Конечно, рано или поздно это должно было случиться. По законам жанра, таким же банальным, пошлым и неизбежным, как сама жизнь. Он точно помнил, что его семейная жизнь закончилась после крестин. Да, именно тогда, а не позже. И то, что Виталий не приехал в больницу к сыну, стало лишь подписью в конце прочих прегрешений – распишитесь, что ваша семейная жизнь закончена. Семейная лодка разбилась и так далее. Виталий еще тогда, за забором церкви, понял, что это конец.
Будто не он, а кто-то другой, наблюдавший со стороны, равнодушный зритель, видел, как Лена с сыном, тесть и теща погрузились в одну машину, крестные – в другую. Про него попросту забыли. Точнее, даже не вспомнили. Не искали взглядом. Уехали, не задержавшись ни на мгновение. Виталий проводил взглядом машины и пошел к метро. Ни Лена, ни теща ему больше не звонили. А он и не хотел. Обиделся. Имеет человек право обидеться? Почему им можно обижаться на то, что он не сделал или сделал, а ему не дозволено? Потом заработался, увлекся заказами, которые поступали к нему уже без содействия Лены.
В это время и появилась Инга. Опять. И, как оказалось, уже на всю жизнь. Молодая, пошлая, совершенно другая. Красивая и наглая до умопомрачения. До тошноты. Сама позвонила и приехала. Хохотала, пила вино будто воду, ходила голая по его квартире. Раздражающая, завораживающая. Он ходил за ней следом, как послушный пес, соскучившийся по хозяину. Она стояла на кухне и ела краковскую колбасу, которую сама и принесла. Откусывала, не разрезая. Виталий смотрел и не мог понять – почему она вызывает в нем желание, а не отвращение. Почему он готов ее целовать, наслаждаясь колбасным запахом, который терпеть не мог. Колбасу он не ел, даже в детстве. Бабушка уговаривала хотя бы попробовать, но его тошнило и от вида, и от цвета.

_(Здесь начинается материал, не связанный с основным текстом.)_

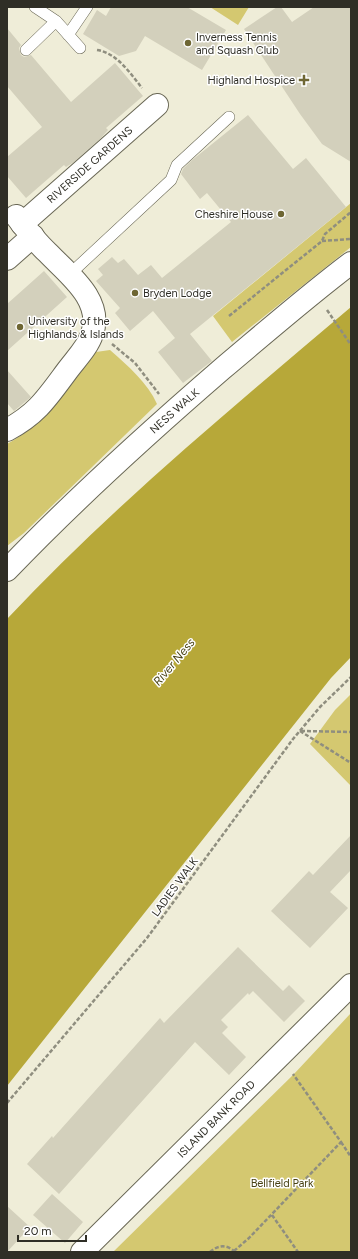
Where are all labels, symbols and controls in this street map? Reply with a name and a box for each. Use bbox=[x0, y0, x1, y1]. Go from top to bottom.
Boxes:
place label: Inverness Tennis and Squash Club bbox=[196, 31, 279, 57]
marker: Inverness Tennis and Squash Club bbox=[183, 38, 193, 48]
place label: Highland Hospice bbox=[207, 74, 295, 87]
marker: Highland Hospice bbox=[298, 74, 310, 86]
street label: RIVERSIDE GARDENS bbox=[44, 123, 135, 206]
place label: Cheshire House bbox=[195, 208, 273, 221]
marker: Cheshire House bbox=[276, 209, 286, 219]
place label: Bryden Lodge bbox=[143, 287, 211, 300]
marker: Bryden Lodge bbox=[130, 288, 140, 298]
place label: University of the Highlands & Islands bbox=[28, 315, 124, 341]
marker: University of the Highlands & Islands bbox=[15, 322, 25, 332]
street label: NESS WALK bbox=[147, 385, 202, 436]
water label: River Ness bbox=[150, 635, 198, 688]
street label: LADIES WALK bbox=[149, 855, 201, 919]
street label: ISLAND BANK ROAD bbox=[175, 1077, 258, 1160]
park label: Bellfield Park bbox=[251, 1177, 314, 1190]
scale bar bbox=[18, 1217, 86, 1243]
text: 20 m bbox=[24, 1224, 52, 1238]

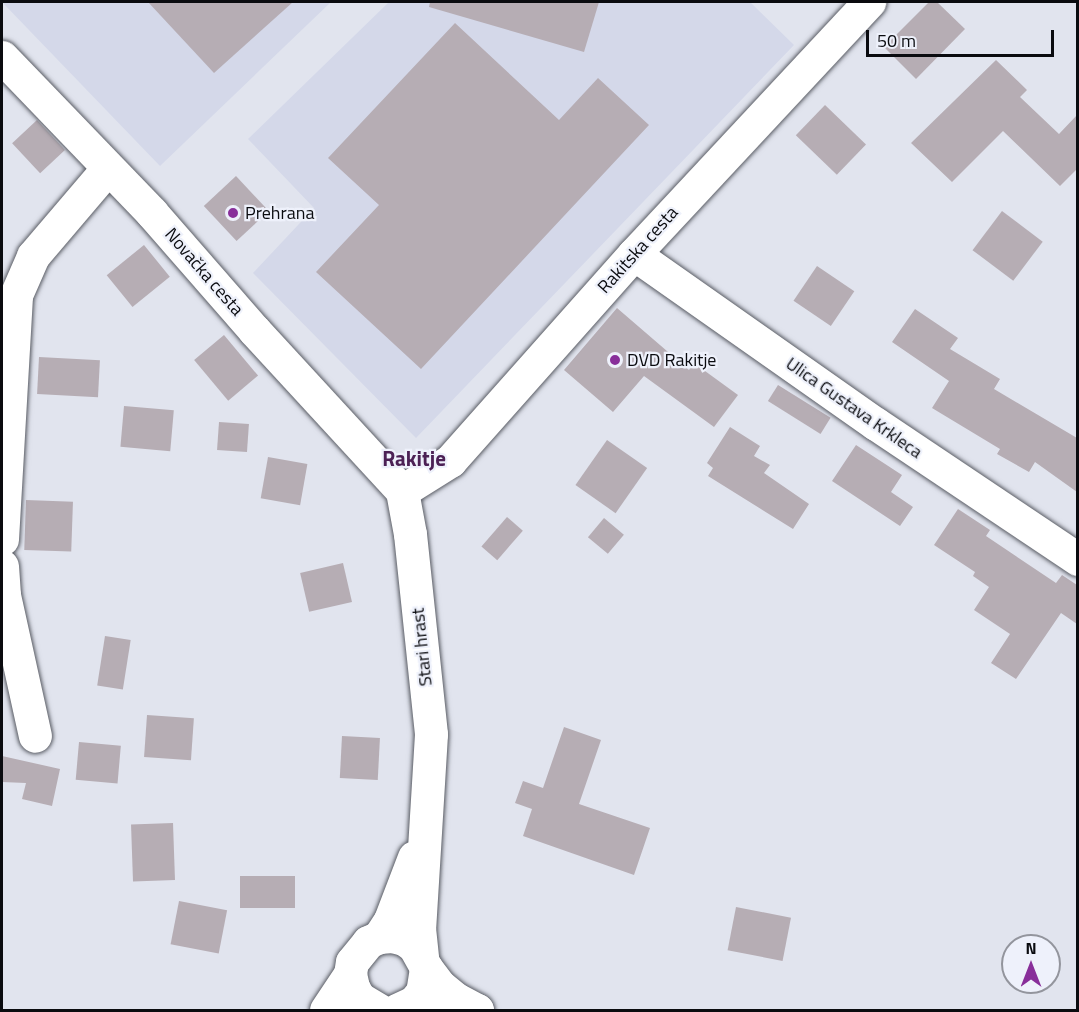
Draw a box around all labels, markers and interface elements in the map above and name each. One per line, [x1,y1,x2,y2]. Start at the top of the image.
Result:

Виталий первое время не мог с ней даже разговаривать. Не решался спросить, когда уедет и уедет ли вообще. Не мог и без Инги, как выяснилось. Спустя час после ее отъезда начинал сходить с ума, пытаясь вернуть ее ощущениями. Отрезал кусок колбасы и заставлял себя понюхать, съесть. Допивал вино из ее бокала. Давился, задыхался. Он оказался зависим от Инги всеми потрохами. Совершенной по пропорциям, ничего лишнего. Виталий провел пальцем линию над ее телом. Ни прибавить, ни убавить даже на миллиметр. Как тот цилиндр, который он рисовал все детство, чтобы все пропорции были соблюдены. Чтобы не заваливался вбок. И тень – пропорциональная, выверенная. Инга была такой: идеальной по строению и такой же идеально пустой и гулкой внутри. Хотя позже он узнал, что она умная, начитанная, точно не дура. Но в ней не было заложено ничего из того, что считалось нормами приличия – ни воспитания, ни деликатности, ни вежливости. Она жила так, как подсказывали эмоции, чувства, настроение в конкретный отрезок времени.